Everyone at Coherent Ways has extensive practical experience in various roles conceiving, designing, building and deploying digital products, content, services and experiences at every scale and on every device.
We've worked at IT services firms, digital agencies, and software companies. We know how things work and we know what's broken. We know that the traditional business models of technology and design consultancies are not geared towards empowering and uplifting clients, only giving them the latest shiny gizmo with service contracts and perpetual upgrades. After a lot of drama, time and money, all too often, most of the technologies our clients have put in place are not being used well - or at all.
We knew there needed to be a different, values-based and client-positive approach.
At Coherent Ways, we want to help break the never-ending dependency on the so-called "rare" skills, closed systems, and proprietary knowledge.

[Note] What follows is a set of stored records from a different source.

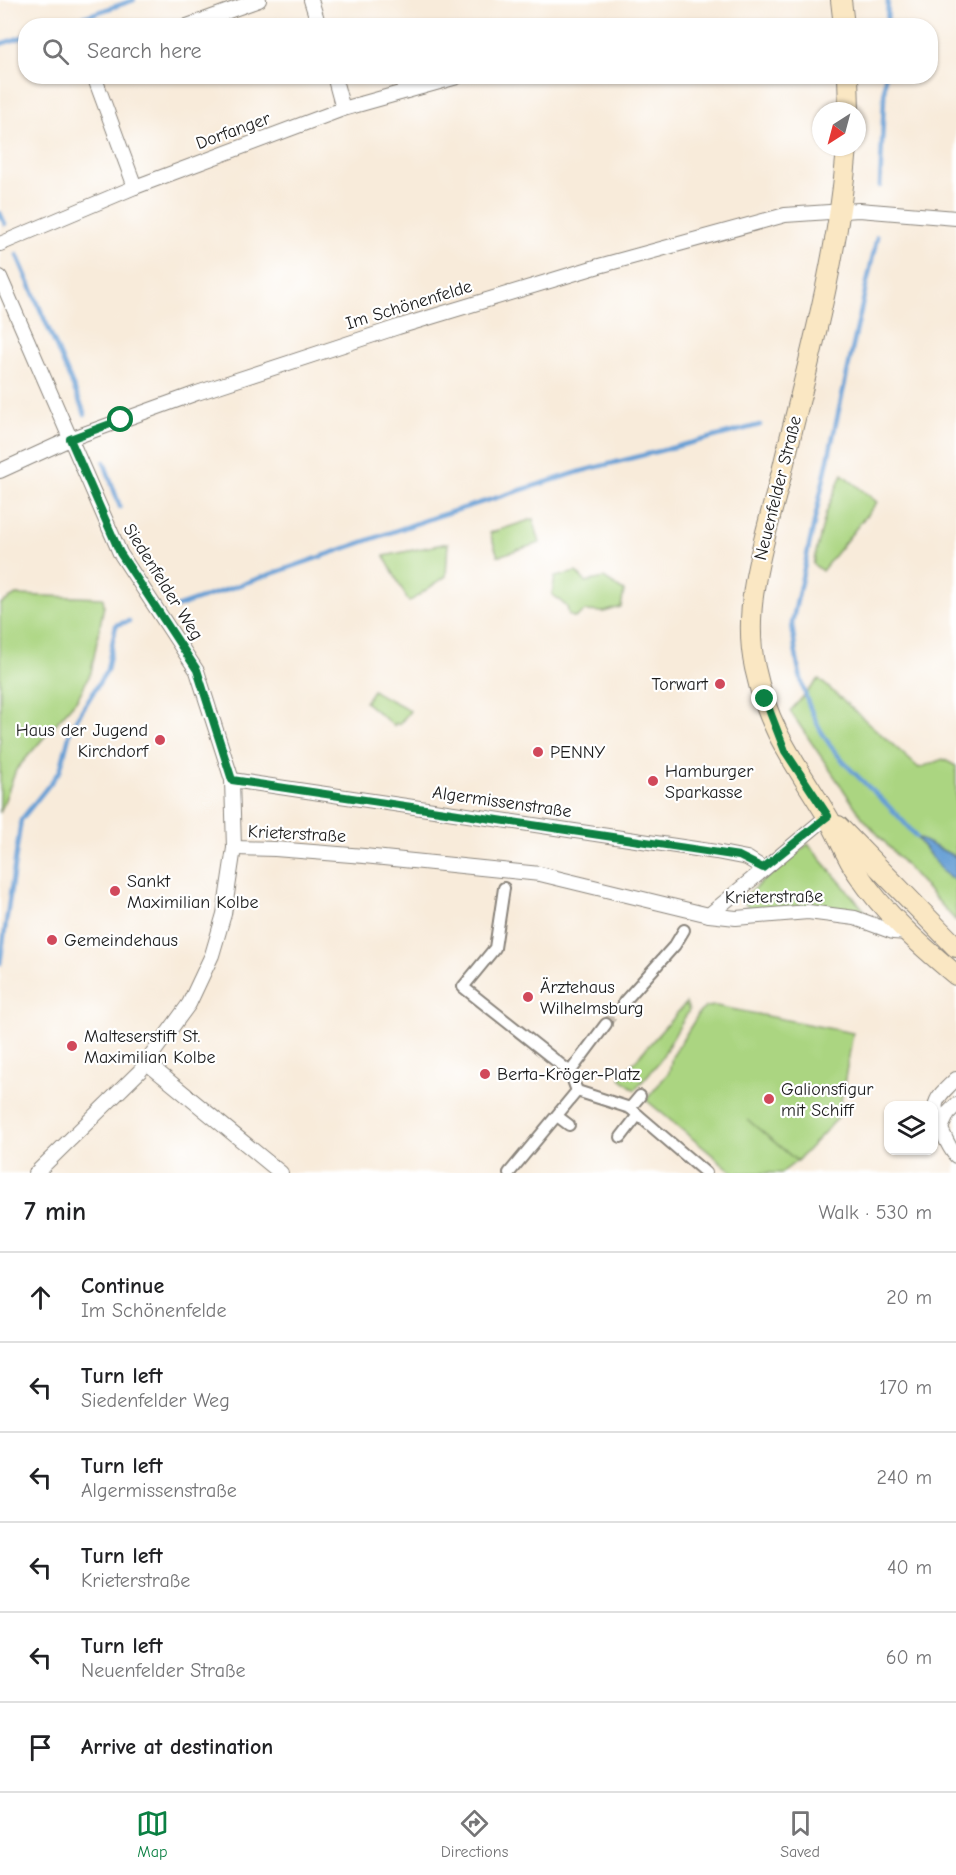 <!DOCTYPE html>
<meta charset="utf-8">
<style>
body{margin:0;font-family:"Comic Neue",sans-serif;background:#f6f6f6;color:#202124}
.controls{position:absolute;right:18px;bottom:18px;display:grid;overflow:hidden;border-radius:12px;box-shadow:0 2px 4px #0004}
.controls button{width:54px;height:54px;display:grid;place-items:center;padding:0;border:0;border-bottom:2px solid #e0e0e0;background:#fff;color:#202124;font:30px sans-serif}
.compass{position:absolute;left:812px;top:102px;width:54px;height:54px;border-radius:50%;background:#fff;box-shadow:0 2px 4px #0004;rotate:216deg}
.stop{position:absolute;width:18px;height:18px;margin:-14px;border:4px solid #0b8043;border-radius:50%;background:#fff}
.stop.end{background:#0b8043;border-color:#fff;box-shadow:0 2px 6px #0008}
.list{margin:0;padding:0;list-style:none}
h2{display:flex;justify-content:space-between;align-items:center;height:78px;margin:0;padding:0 24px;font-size:26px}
h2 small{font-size:20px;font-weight:400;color:#757577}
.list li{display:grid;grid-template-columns:39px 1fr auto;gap:18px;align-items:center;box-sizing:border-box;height:90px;padding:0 24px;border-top:2px solid #e0e0e0}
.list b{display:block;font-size:22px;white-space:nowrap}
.list p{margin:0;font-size:20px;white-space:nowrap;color:#757577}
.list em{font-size:20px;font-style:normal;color:#757577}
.icon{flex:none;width:33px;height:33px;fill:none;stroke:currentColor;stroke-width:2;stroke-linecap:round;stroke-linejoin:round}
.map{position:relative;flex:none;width:956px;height:1173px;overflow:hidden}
.search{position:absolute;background:#fff;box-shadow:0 2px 4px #0004;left:18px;right:18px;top:18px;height:66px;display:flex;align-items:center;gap:15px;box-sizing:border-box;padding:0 21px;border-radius:24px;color:#757577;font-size:22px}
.sheet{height:618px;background:#fff}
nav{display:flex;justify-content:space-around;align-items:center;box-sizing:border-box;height:84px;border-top:2px solid #e0e0e0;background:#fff;font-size:16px;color:#757577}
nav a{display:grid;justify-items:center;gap:3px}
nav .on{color:#0b8043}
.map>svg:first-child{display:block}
.green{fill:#abd581;stroke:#64784e;stroke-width:1.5}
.water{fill:#659ed4;stroke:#405d78;stroke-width:1.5}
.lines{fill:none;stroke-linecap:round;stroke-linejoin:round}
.stream{stroke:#659ed4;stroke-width:4.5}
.pedestrian-tunnel{stroke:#ccc2b4;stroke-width:10;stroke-dasharray:10 5;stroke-linecap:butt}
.pedestrian-casing{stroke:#8a847b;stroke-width:14}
.minor-casing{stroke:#8a847b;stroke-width:16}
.secondary-casing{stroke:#8a847b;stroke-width:22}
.pedestrian{stroke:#fff;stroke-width:10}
.minor{stroke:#fff;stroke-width:14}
.secondary{stroke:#fae7c3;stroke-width:20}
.route{stroke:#0b8043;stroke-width:8}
.poi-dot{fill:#d1495b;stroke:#fff;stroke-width:2}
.labels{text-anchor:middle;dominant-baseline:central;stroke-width:4.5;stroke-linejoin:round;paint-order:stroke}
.street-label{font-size:18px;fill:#1c1c1c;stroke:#fff}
.poi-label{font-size:18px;fill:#1c1c1c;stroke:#fff;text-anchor:start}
</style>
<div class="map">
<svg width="956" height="1173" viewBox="0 0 956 1173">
<rect width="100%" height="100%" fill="#fff"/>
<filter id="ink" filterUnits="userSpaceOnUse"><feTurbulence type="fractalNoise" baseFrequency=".0167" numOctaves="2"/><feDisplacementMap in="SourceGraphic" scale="12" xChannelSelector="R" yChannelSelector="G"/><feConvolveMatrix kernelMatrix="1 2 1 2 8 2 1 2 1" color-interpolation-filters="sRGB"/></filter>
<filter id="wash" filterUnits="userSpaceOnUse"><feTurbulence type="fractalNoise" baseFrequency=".008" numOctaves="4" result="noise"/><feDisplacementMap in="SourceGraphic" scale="24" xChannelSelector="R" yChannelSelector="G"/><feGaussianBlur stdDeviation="1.35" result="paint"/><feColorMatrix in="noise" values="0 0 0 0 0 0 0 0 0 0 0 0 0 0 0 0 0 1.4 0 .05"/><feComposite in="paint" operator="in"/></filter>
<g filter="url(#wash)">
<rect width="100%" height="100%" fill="#f8ebda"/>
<g class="green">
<path d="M 842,474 L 877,502 L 822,571 L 813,564 L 826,513 Z"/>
<path d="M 533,519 L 540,543 L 498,556 L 490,533 Z"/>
<path d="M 448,543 L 446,576 L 409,602 L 384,556 Z"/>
<path d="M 576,572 L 586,582 L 604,578 L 624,591 L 621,607 L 604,612 L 585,611 L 575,618 L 569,615 L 567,607 L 552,594 L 555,577 Z"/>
<path d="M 16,595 L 103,598 L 104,605 L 91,672 L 78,698 L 16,770 L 0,813 L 0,604 Z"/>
<path d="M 819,679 L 919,768 L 943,759 L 956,766 L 956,857 L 917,838 L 943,872 L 956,881 L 956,921 L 862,817 L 790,711 Z"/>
<path d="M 373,690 C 385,699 398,702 410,711 L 399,725 L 396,723 L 394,726 L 365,702 Z"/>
<path d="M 808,844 L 864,910 L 862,915 L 813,905 L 751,910 L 741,899 Z"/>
<path d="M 686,1003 L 689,1010 L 659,1062 L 635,1090 L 620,1078 Z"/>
<path d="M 716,1006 L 853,1033 L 838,1118 L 797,1161 L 748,1120 L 797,1161 L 781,1173 L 734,1173 L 646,1100 L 669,1072 L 672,1057 L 699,1013 L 706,1007 Z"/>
</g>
<path class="water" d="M 916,837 L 956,857 L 956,881 L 943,872 Z"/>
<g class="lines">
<g class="stream">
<path d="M 57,26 L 134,0"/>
<path d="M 887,26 L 888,0"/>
<path d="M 0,44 L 26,36"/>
<path d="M 880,186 L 885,76"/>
<path d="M 0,213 L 5,224"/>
<path d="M 877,237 L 792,623 C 797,674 807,721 842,760 C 866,787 895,808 916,837"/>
<path d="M 17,255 L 85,414"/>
<path d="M 104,462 L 120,507"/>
<path d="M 176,607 L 435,517 L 582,471 L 760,425"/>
<path d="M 0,964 L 21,820 L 60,771 L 71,728 L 107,670 L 116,625 L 129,621"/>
</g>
</g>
</g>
<g filter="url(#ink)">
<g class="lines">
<path class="pedestrian-tunnel" d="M 606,1024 L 624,1002"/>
<defs>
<g id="pedestrian">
<path d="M 504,888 L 495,948 L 463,987 L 570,1072 L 577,1091"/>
<path d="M 624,1002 L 675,945 L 684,930"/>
<path d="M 570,1072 L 606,1024"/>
<path d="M 577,1091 L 630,1108 L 706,1173"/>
<path d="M 630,1108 L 640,1096"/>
<path d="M 557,1116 L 569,1125"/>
<path d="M 621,1137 L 638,1115"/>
<path d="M 509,1173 L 577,1091"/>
</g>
<g id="minor">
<path d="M 311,0 L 319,26"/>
<path d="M 187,26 L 259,0"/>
<path d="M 94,76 L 135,187"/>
<path d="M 334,76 L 343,109"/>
<path d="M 0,244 L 135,187 L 343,109 L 457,77"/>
<path d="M 0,277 L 120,553 L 197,671 L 232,780 L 234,848 L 224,914 L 212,955 L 189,1004 L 140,1071 L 36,1173"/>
<path d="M 0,471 L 70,439 L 197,393 L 398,327 L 599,266 L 785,215 L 859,210 L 956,218"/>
<path d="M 232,780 L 716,852 L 747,858 L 763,868"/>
<path d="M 234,848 L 275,849 L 364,856 L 540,874 L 709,915 L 736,918 L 808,912 L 855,918 L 893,932 L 908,933"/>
<path d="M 709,915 L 828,816"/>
<path d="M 147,1063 L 281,1173"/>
<path d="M 956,1079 C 933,1101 931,1102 942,1131 C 946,1140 949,1148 956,1156"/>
<path d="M 941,1128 L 948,1113 L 956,1105"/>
</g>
<g id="secondary">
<path d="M 841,0 L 844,26"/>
<path d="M 848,76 L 849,111"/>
<path d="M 847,147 C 839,253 809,360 784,463 C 769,528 740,601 755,668 C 768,729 795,763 826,814 C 838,833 845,856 858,874 C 884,913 920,945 956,975"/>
<path d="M 838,826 L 956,947"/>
</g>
</defs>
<use href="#pedestrian" class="pedestrian-casing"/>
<use href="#minor" class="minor-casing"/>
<use href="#secondary" class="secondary-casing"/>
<use href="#pedestrian" class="pedestrian"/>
<use href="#minor" class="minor"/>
<use href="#secondary" class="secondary"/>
</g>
</g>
<g class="lines" filter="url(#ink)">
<path class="route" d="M 121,420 L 70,439 L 120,553 L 197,670 L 232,780 L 739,856 L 763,868 L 828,816 L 785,751 L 765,699"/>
</g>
<g class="poi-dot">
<circle cx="720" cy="684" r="6"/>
<circle cx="160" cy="740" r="6"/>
<circle cx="538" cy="752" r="6"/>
<circle cx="653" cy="781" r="6"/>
<circle cx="115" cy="891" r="6"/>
<circle cx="52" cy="940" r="6"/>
<circle cx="528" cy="997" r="6"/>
<circle cx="72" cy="1046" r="6"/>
<circle cx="485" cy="1074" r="6"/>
<circle cx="769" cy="1099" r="6"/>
</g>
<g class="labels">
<g class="street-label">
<text transform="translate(233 131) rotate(-20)">Dorfanger</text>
<text transform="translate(409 305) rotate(-17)">Im Schönenfelde</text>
<text transform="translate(778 488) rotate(-76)">Neuenfelder Straße</text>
<text transform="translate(163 582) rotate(58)">Siedenfelder Weg</text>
<text transform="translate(502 802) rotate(8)">Algermissenstraße</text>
<text transform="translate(297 834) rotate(3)">Krieterstraße</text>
<text transform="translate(774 897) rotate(-1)">Krieterstraße</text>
</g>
<g class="poi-label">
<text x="708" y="684" text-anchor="end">Torwart</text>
<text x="148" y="730" text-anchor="end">Haus der Jugend<tspan x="148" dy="21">Kirchdorf</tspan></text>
<text x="550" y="752">PENNY</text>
<text x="665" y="771">Hamburger<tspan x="665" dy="21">Sparkasse</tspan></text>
<text x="127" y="881">Sankt<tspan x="127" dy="21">Maximilian Kolbe</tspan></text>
<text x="64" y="940">Gemeindehaus</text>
<text x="540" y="987">Ärztehaus<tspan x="540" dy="21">Wilhelmsburg</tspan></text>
<text x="84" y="1036">Malteserstift St.<tspan x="84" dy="21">Maximilian Kolbe</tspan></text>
<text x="497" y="1074">Berta-Kröger-Platz</text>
<text x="781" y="1089">Galionsfigur<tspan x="781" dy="21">mit Schiff</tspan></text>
</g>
</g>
</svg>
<div class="controls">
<button><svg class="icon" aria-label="layers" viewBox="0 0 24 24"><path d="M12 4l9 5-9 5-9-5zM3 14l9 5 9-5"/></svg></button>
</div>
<svg class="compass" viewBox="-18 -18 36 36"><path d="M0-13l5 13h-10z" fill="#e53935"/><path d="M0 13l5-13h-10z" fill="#757577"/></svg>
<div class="stop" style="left:121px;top:420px"></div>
<div class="stop end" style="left:765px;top:699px"></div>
<div class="search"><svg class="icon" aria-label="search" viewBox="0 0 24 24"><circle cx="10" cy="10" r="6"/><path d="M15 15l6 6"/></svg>Search here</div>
</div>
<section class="sheet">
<h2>7 min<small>Walk · 530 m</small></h2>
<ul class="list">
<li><svg class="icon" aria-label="ahead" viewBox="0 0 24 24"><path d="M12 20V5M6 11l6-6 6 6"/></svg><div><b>Continue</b><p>Im Schönenfelde</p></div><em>20 m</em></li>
<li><svg class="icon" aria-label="left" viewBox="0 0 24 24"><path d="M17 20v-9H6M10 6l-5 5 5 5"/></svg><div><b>Turn left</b><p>Siedenfelder Weg</p></div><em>170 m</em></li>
<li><svg class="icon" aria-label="left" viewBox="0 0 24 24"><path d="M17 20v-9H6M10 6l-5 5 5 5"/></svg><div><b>Turn left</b><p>Algermissenstraße</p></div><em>240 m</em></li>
<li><svg class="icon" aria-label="left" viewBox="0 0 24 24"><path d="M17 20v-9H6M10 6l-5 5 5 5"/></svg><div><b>Turn left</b><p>Krieterstraße</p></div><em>40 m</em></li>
<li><svg class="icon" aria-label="left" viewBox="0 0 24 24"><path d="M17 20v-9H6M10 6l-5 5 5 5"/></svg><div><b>Turn left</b><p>Neuenfelder Straße</p></div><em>60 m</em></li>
<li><svg class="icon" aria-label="arrive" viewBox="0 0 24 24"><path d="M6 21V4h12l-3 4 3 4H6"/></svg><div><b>Arrive at destination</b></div></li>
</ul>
</section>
<nav>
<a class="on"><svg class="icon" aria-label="map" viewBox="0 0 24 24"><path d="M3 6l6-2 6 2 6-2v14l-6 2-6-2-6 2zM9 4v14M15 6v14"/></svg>Map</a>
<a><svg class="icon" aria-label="directions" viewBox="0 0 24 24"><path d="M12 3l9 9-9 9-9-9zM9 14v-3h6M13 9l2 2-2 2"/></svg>Directions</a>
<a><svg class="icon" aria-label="saved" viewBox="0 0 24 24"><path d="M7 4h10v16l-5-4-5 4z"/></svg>Saved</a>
</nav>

We want our clients to learn and grow technology and experience design skills as a core competency so they can treat technology as their strategic advantage, not just a cost.
Our Core Values
At the beginning, co-founders Oscar Aird and Martin Focazio developed a core set of values; these are the essence of how Coherent Ways thinks and works.
Be Thoughtful.
Focus on the purpose of the organization, not the technology.
A fire truck does not put out fires. Firefighters do. This seems obvious, but when it comes to digital technology, the focus seems to be on the AI, the new web site, the new eCommerce platform, the new CRM tool and so on. So, when we put "Be Thoughtful" at the top of our values list, we mean literally ignoring the technology and thinking about the purpose of the organization and what it does.
Be Human.
Make technology serve the needs of people.
Ask a doctor about Electronic Health Records and you'll almost universally get a sad sigh - this and other similar technology reduces humans to "users" and "use-cases," not people with things to do. We rigorously defend humanity from the idiocy of bad technology experiences and insist that technology is supposed to help people, not vice versa.
Normalize Technology.
Take the magic out of the tech.
There are people who have never driven a car, but they could learn at any time. To drive, they don't need to know how to rebuild the engine, but they do need to know the fundamentals of vehicles and the rules of the road. Technology is no different - and people can learn to "drive" technology in the same way they can learn to drive a vehicle; it isn't magic, it's just a mix of skills and knowledge. We teach skills and transfer knowledge so there's no magic in how technology can best work for people and organizations.